O Segredo de Lydia

Lizzy preferiu não comentar com ninguém, nem mesmo com Charlotte, sobre sua reunião com o Sr. Darcy. No entanto, houve a inevitável repercussão dentro do escritório sobre o reconhecimento de seu trabalho e a exigência feita pelo Sr. Darcy em relação a participação integral de Lizzy no caso da indústria farmacêutica. Para ela, a adulação, decorrente da admiração que o Sr. Darcy tinha de sua postura como profissional, não a tornava uma pessoa diferente em seu relacionamento com os demais colegas, apenas sentia-se vivaz e feliz com seu novo desafio.

De férias da faculdade, Lizzy tinha interesse em passar mais tempo no escritório, dedicando-se ao trabalho, porém no dia em que seu primo William chegou a São Paulo, decidiu sair mais cedo para jantar junto à família.

Quando Lizzy chegou, todos estavam reunidos na sala a sua espera, exceto suas irmãs Jane e Lydia.

- Boa noite a todos! William, meu querido primo, fez boa viagem?

- Sim, está tudo bem.

Com a chegada de Lizzy, Sra. Bennet decidiu estender a toalha na mesa para que todos pudessem jantar.

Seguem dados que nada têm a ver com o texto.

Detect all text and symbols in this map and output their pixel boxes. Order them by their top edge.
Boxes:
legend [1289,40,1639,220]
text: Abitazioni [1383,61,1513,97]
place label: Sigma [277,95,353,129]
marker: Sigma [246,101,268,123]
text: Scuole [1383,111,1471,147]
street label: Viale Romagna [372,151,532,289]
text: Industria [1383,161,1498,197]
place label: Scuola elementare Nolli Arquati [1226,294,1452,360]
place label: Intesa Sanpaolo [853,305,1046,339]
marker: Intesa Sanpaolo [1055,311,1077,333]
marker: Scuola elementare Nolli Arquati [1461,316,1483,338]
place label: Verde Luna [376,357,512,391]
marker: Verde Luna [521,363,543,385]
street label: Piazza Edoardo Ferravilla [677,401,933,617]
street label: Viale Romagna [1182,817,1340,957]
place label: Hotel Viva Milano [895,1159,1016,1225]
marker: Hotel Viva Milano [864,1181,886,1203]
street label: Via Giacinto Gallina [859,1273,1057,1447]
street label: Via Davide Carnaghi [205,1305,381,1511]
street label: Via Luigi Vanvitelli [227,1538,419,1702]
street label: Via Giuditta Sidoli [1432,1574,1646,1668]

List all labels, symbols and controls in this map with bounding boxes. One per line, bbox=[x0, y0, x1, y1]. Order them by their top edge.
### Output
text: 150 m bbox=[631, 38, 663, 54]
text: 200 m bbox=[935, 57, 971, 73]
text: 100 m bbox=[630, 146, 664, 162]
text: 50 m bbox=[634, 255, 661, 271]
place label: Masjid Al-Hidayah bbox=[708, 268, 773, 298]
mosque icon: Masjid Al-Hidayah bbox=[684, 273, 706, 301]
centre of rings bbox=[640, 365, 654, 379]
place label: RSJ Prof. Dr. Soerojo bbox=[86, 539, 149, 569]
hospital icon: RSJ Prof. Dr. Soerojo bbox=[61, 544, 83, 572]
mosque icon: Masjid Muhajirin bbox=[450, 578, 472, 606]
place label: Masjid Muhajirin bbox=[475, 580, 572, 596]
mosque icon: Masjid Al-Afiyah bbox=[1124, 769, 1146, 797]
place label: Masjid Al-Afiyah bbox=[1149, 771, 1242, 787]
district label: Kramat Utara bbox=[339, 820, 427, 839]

O assunto entre eles continuou, enquanto saboreavam a deliciosa comida preparada por sua mãe.

- Quantos dias pretende ficar? – perguntou o Sr. Bennet.

- Apenas uma semana. Tenho assuntos para resolver em Belo Horizonte.

- Que pena, tão pouco tempo. – comentou Lizzy.

- Quero que conheça minha casa, ainda está em fase de, digamos de decoração!

Todos riram da piada de Lizzy, mas William estava muito curioso para conhecê-la.

- O que pretende fazer amanhã, William? – perguntou a Sra. Bennet.

- Bem, combinei em reencontrar uma amiga e ir ao cinema, talvez.

- Que ótimo! – disse Lizzy.

- Vocês podiam me acompanhar.

- Eu não acho que seja uma boa ideia! – disse Lizzy, insinuando que seu primo possivelmente teria um encontro romântico com Charlotte. Fazendo com que as irmãs rissem de seu comentário.

- Charlotte está ansiosa em vê-lo. – contou ela.

- Isso é bom!

Quando Lizzy finalmente deu uma pausa em sua conversa com George, perguntou aos pais onde estavam Jane e Lydia.

- Sua irmã Jane ligou do trabalho, dizendo que iria jantar com Charles. Parece que Deus ouviu minhas preces! Espero que os dois se entendam de vez e marquem logo a data do casamento.

- Ora, mamãe! Tenha mais calma, as coisas não acontecem assim.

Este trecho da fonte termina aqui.